01/11/2019
Co się stanie, jeśli do kociołka z kwasem, wrzucimy karty Tarota, Diunę H.Franka, mnemotechniki, runy, kilka encyklopedii, gier planszowych, doprawimy do smaku grzybami i cynamonem i zamieszamy 100 razy?
Cóż, to się jeszcze okaże. Na razie powiem w sekrecie, że ilustracje tutaj publikowane są częścią większego projektu.
W czeluściach swej alchemicznej pracowni wykuwam talię magicznych kart, które służyć będą do wszelkich zabaw z umysłem i wyobraźnią. Do wróżb dla czarodziejów i sceptyków, do układania historii i wielu innych rzeczy.
Aby karty i książka do nich pisana nabrały mocy, potrzebuję Waszej pomocy. Pomocy mądrych, kreatywnych, surrealistycznych istot.
Te karty mają pulsować najdziwniejszymi, najbardziej odległymi i paradoksalnymi skojarzeniami.
Mają być pełne odkryć i spostrzeżeń.
Mają być gotującym się wirem, ludzkiej myśli.

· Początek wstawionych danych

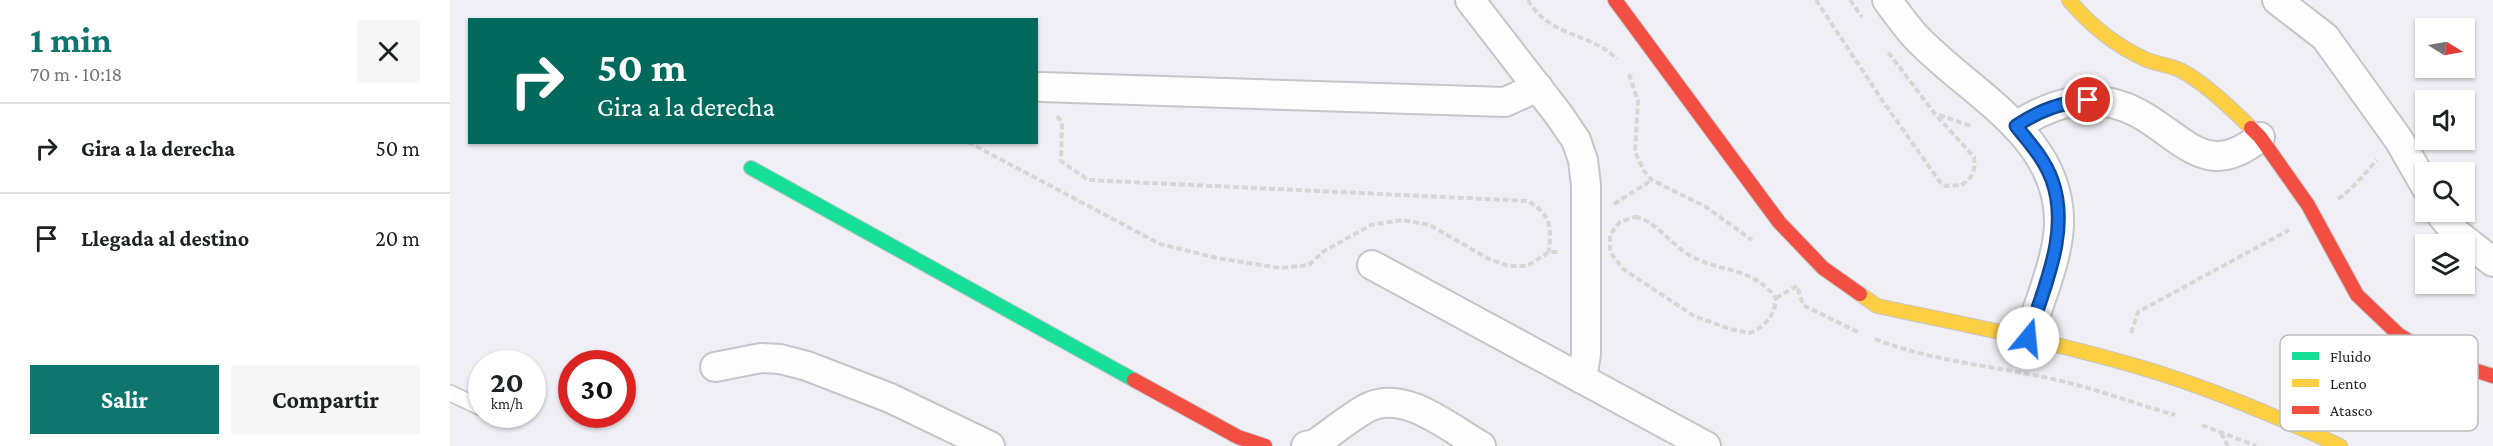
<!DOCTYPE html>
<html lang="es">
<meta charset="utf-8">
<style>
:root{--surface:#fff;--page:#f6f6f6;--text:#202124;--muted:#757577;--line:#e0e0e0;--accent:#0f766e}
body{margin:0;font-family:"Crimson Pro",serif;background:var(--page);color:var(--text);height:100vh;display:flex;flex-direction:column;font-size:22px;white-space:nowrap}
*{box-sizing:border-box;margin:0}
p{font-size:20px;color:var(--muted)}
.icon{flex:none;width:33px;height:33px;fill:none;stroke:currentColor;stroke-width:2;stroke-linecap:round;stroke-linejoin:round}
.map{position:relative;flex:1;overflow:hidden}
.sheet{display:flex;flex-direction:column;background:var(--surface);width:450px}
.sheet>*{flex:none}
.hud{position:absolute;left:18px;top:18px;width:570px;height:126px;border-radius:0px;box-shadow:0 2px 4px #0004;background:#00695c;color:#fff;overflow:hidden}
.needle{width:39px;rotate:101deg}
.fabs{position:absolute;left:1965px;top:18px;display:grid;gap:12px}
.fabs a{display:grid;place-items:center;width:60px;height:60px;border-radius:0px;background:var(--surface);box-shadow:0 2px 4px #0004;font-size:30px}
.speed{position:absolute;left:18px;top:350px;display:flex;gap:12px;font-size:30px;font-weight:700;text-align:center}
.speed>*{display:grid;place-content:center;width:78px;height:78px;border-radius:50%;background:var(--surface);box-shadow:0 2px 4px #0004;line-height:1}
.speed small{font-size:15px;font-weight:400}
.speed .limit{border:9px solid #d22;background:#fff;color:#111}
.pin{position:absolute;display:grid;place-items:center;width:51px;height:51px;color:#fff;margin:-26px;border:3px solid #fff;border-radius:50%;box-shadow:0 2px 6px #0007}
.me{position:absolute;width:66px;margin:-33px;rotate:17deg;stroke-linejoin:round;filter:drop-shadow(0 0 4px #0008)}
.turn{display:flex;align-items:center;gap:21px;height:126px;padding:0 30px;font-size:27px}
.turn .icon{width:78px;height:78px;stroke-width:2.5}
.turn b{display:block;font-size:42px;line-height:51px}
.round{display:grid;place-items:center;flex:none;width:63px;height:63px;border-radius:0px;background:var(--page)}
.headline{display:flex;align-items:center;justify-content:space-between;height:102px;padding:0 30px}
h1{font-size:36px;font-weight:700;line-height:45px;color:var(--accent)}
.button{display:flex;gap:12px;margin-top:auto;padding:12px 30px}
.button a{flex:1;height:69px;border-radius:0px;background:var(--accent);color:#fff;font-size:24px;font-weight:700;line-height:69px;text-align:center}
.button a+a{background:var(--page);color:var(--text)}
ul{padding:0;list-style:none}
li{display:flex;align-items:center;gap:18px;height:90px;padding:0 30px;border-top:2px solid var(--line)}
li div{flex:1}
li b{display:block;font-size:22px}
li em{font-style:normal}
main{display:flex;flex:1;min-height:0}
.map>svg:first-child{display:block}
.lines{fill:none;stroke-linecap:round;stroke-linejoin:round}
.lane-casing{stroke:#c6c5ca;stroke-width:18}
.street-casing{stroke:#c6c5ca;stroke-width:32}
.fast-casing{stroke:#c6c5ca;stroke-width:16}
.slow-casing{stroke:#c6c5ca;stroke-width:16}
.jam-casing{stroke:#c6c5ca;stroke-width:16}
.path{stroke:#d6d6d7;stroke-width:4;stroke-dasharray:6 3;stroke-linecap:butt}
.lane{stroke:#fdfdfe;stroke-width:15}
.street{stroke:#fdfdfe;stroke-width:28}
.fast{stroke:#16e098;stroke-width:14}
.slow{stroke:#ffcf43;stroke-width:14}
.jam{stroke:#f24e42;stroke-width:14}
.route-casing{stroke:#114b97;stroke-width:15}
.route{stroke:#1a73e8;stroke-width:10}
.key{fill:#fff;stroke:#bdbdbe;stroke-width:1.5}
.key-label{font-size:16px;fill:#242427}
</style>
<main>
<section class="sheet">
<div class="headline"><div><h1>1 min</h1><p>70 m · 10:18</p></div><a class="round"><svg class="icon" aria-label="close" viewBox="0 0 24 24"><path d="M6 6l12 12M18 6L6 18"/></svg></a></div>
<ul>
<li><svg class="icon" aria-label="right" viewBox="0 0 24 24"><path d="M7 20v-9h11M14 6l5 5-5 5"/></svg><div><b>Gira a la derecha</b></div><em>50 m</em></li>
<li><svg class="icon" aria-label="arrive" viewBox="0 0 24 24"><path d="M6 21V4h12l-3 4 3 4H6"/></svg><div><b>Llegada al destino</b></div><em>20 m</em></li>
</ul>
<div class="button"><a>Salir</a><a>Compartir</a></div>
</section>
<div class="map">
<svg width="2043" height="446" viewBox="0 0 2043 446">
<rect width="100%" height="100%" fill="#f0eff5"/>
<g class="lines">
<defs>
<polyline id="lane" points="0,393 32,408"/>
<g id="street">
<polyline points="1020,0 1109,115 1126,140 1133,160 1136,185 1136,354 1132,379"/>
<path d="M 1437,0 C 1446,12 1455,25 1465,36 C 1518,93 1611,135 1609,224 C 1608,260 1588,304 1578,338"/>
<polyline points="1827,0 1875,37 1949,140 1976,187"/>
<polyline points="591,87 1055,102 1088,87"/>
<path d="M 1566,126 C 1605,101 1645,90 1688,113 C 1734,138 1757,181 1810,137"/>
<polyline points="1989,212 2006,233 2043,262"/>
<polyline points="922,265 1256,446"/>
<polyline points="265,367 311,358 330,359 357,366 440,398 540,446"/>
<path d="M 856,446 L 865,444 C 882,432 898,419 915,409 C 953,387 999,428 1031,446"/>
</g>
<polyline id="fast" points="301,168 684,380"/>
<g id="slow">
<path d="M 1619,0 C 1640,25 1664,45 1695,59 C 1706,64 1719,65 1730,70 C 1752,81 1784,111 1801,128"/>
<path d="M 1410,294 L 1427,306 C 1508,323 1589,339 1668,361 C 1743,381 1820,413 1890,446"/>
</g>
<g id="jam">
<polyline points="1165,0 1329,222 1373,268 1410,294"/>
<polyline points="1801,128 1810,137 1858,205 1907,295 1949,335 1992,360 2043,376"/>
<polyline points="684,380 788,437 815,446"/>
</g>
</defs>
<use href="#lane" class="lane-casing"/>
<use href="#street" class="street-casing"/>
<use href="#fast" class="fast-casing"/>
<use href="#slow" class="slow-casing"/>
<use href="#jam" class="jam-casing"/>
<g class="path">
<path d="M 1078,0 C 1100,38 1138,31 1167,59"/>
<path d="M 1366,0 L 1434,103 L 1490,182 L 1496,186 L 1511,185 C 1522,179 1526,170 1524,157 L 1485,114 L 1438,52"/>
<polyline points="1400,0 1412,17"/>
<polyline points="1179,74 1188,101 1185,152 1194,171 1202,180 1256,207 1302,240"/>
<polyline points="1489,115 1521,126"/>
<path d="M 607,116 L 612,122 L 611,161 L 638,180 L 1078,201 C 1102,216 1101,226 1099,252"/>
<polyline points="518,142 710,244 767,258 830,268 859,265 874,251 921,225 952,220 980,225 1039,259 1059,266 1077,266 1099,252 1108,252"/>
<path d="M 1888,199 C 1904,188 1914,174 1927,160"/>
<polyline points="1164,204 1202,180"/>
<path d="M 1185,217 C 1204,219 1222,246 1241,256 C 1272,273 1303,267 1326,298 C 1325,315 1316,326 1300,333 L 1280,329 L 1244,316 L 1173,269 L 1160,252 L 1160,235 L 1170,222 Z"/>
<polyline points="1326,298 1347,286 1353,305 1410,333"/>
<polyline points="1681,333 1688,312 1839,230"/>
<path d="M 1425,339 C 1484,362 1546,366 1607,380 C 1647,389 1686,404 1725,415"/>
<polyline points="1752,425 1806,446"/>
<polyline points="1771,433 1778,446"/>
</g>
<use href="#lane" class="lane"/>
<use href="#street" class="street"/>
<use href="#fast" class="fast"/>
<use href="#slow" class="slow"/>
<use href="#jam" class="jam"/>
</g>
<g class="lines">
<defs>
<path id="route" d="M 1578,338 C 1593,289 1621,232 1602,180 C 1595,160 1580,143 1566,126 C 1590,110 1610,103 1638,100"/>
</defs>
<use href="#route" class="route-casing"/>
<use href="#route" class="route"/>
</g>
<rect x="1830" y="335" width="198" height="96" rx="9" class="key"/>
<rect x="1842" y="352" width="27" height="8" fill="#16e098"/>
<rect x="1842" y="379" width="27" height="8" fill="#ffcf43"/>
<rect x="1842" y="406" width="27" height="8" fill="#f24e42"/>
<g class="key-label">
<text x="1880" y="362">Fluido</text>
<text x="1880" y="389">Lento</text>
<text x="1880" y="416">Atasco</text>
</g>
</svg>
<div class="fabs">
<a><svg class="needle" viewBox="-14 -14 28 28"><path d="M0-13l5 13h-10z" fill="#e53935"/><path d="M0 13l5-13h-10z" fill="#757577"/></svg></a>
<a><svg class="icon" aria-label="sound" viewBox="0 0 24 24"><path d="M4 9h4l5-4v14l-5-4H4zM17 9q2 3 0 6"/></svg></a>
<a><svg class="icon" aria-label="search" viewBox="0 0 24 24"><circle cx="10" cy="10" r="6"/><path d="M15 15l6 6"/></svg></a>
<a><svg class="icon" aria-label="layers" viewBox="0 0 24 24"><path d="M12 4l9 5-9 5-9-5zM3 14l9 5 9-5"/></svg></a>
</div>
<div class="speed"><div>20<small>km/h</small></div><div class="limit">30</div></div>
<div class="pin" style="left:1638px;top:100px;background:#d93025"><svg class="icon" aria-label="arrive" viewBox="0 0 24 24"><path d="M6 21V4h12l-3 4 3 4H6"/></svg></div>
<svg class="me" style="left:1578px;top:338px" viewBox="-20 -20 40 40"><circle r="19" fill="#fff"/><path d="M0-13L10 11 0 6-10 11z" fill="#1a73e8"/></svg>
<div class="hud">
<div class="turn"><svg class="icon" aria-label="right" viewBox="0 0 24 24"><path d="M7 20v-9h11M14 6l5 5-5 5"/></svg><div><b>50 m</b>Gira a la derecha</div></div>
</div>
</div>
</main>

Dlatego, aby zachęcić Was do współtworzenia magicznego dzieła, ogłaszam że:
Trzy osoby, (albo więcej, jeśli będzie ostra konkurencja) najbardziej aktywne w komentarzach i dyskusjach, otrzymają ode mnie w prezencie talię 100 bajecznie kolorowych kart z pierwszego wydruku. A stanie się to maksymalnie za rok.